Vaporwave fans, artists, and producers consistently remark about vaporwave’s ability to generate nostalgia for time-not-lived.
That’s the allusion to “vaporware,” after all—the sense of desire for the thing that exists only as abstract potentiality. But I remain suspicious of this claim—not because vaporwave doesn’t do what these folks say it’s doing (it is), but because vaporwave isn’t unique in doing this.
For starters, longing for time-not-lived might be an aspect of most nostalgia-inducing activities—not just listening to vaporwave. While early thinking about nostalgia tended to construe nostalgia rather narrowly as an acute desire to return to one’s homeland, Duke University professor of philosophy, psychology, and neuroscience Felipe De Brigard explains that today scientists recognize “nostalgia can bring to mind time-periods” as well, even those “we didn’t directly experience.” He calls this phenomenon anemoia, or nostalgia “for a time you’ve never known.”

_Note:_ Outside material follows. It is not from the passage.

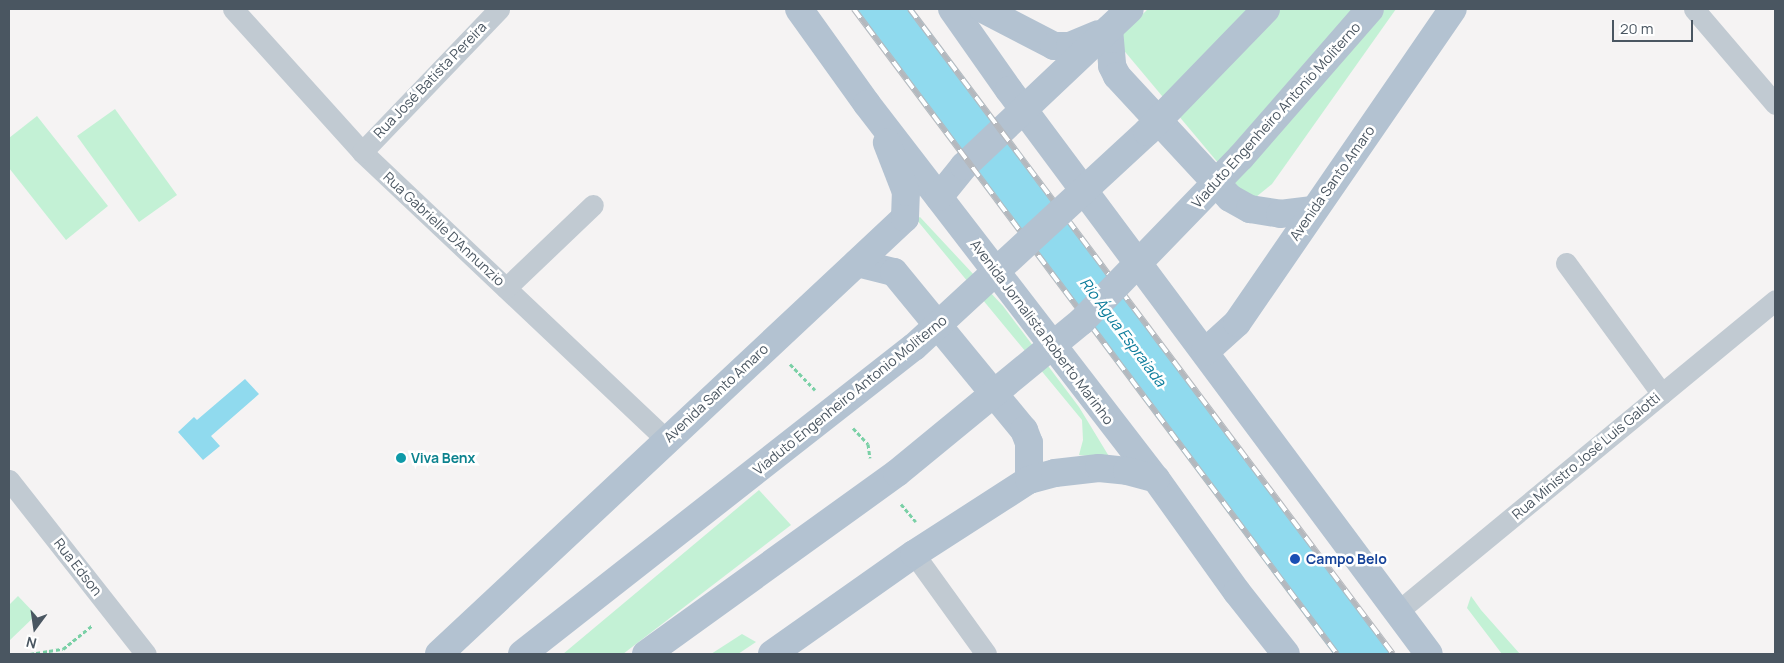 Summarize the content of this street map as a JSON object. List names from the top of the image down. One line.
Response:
{"streets":{"main road":["Viaduto Engenheiro Antonio Moliterno","Avenida Santo Amaro","Avenida Jornalista Roberto Marinho"],"street":["Rua José Batista Pereira","Rua Gabrielle D'Annunzio","Rua Ministro José Luis Galotti","Rua Edson"]},"crossings":[["Rua José Batista Pereira","Rua Gabrielle D'Annunzio"],["Avenida Santo Amaro","Rua Gabrielle D'Annunzio"],["Avenida Santo Amaro","Avenida Jornalista Roberto Marinho"]],"water":["Rio Água Espraiada"],"places":["Viva Benx","Campo Belo"],"scale_bar":"20 m","north":"bottom"} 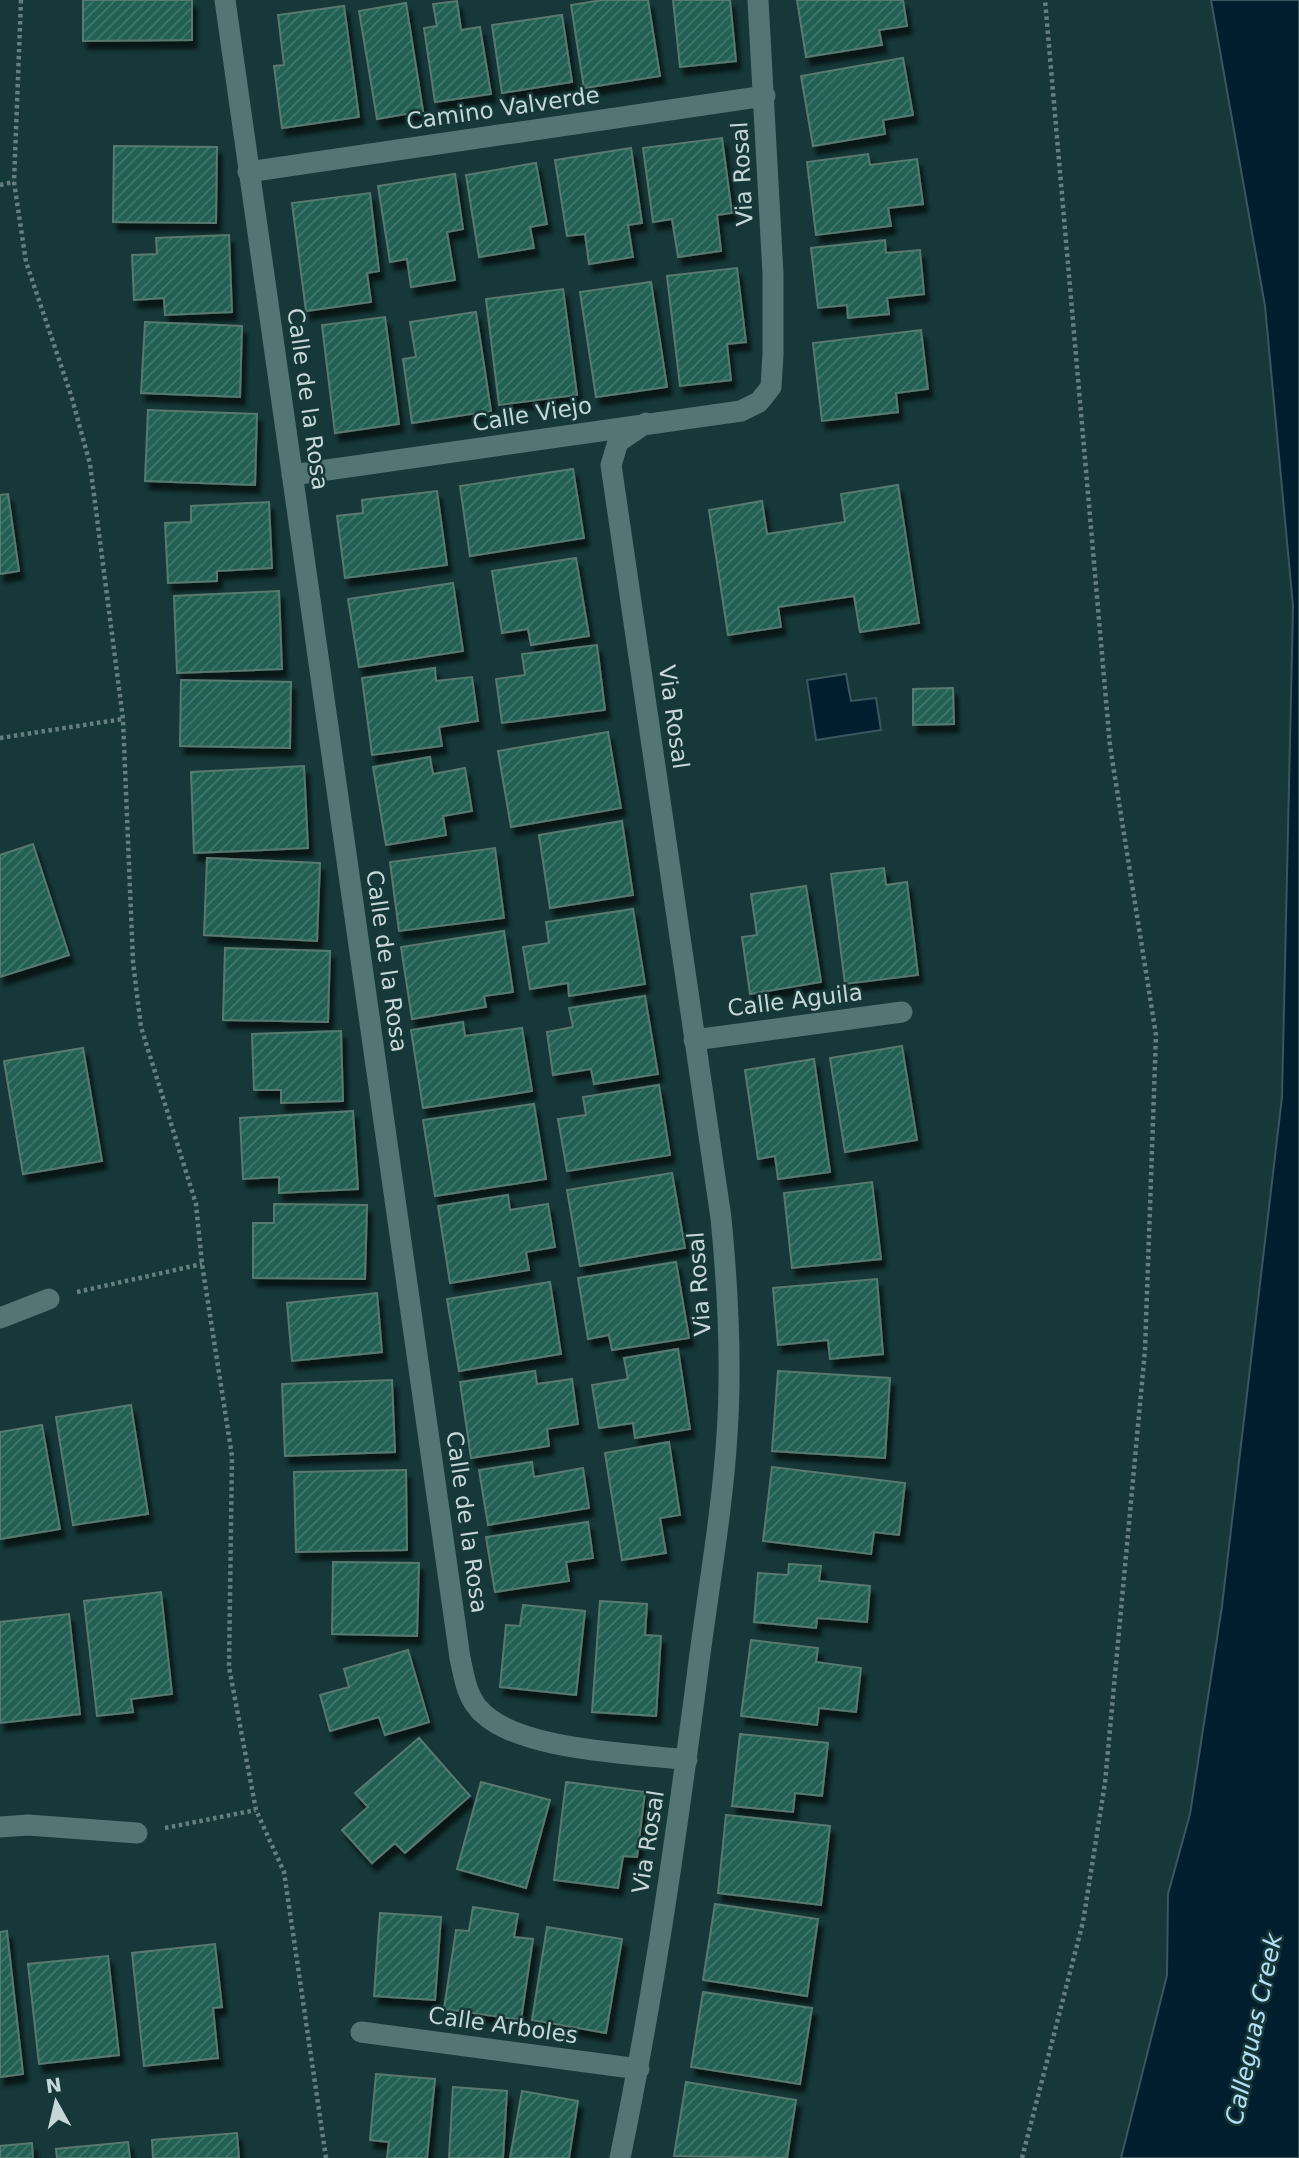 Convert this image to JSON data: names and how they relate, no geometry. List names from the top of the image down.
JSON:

What’s more, media and cultural theorists frequently note that media artifacts (including songs) can engender nostalgia for idyllic, prelapsarian periods, even those that “never existed” or “never occurred”—at least, not in the way the nostalgic act recalls and represents them. For example, in her 1999 book The Way We Never Were: American Families And The Nostalgia Trap, author Stephanie Coontz explains how postwar television programming helped reinforce and naturalize hegemonic narratives by projecting a particular (and particularly a-historical) image of the nuclear family, inducing nostalgia for a “simpler time” that, really, never was.
Of course, none of this changes the fact that nostalgia is central to the vaporwave imaginary. Nearly every critical engagement with vaporwave identifies nostalgia as a defining and indispensable component of the genre and its associated aesthetic. Any dissensus around this view, really, seems to concern the nature of the particular nostalgic feeling vaporwave produces. Maybe it’s a “melancholic nostalgia” or a “fusion of nostalgia and grief,”, one that “merges nostalgia with dramatic irony” in a kind of “ironizing nostalgia”, or perhaps a “compensatory nostalgia” or “ersatz nostalgia.”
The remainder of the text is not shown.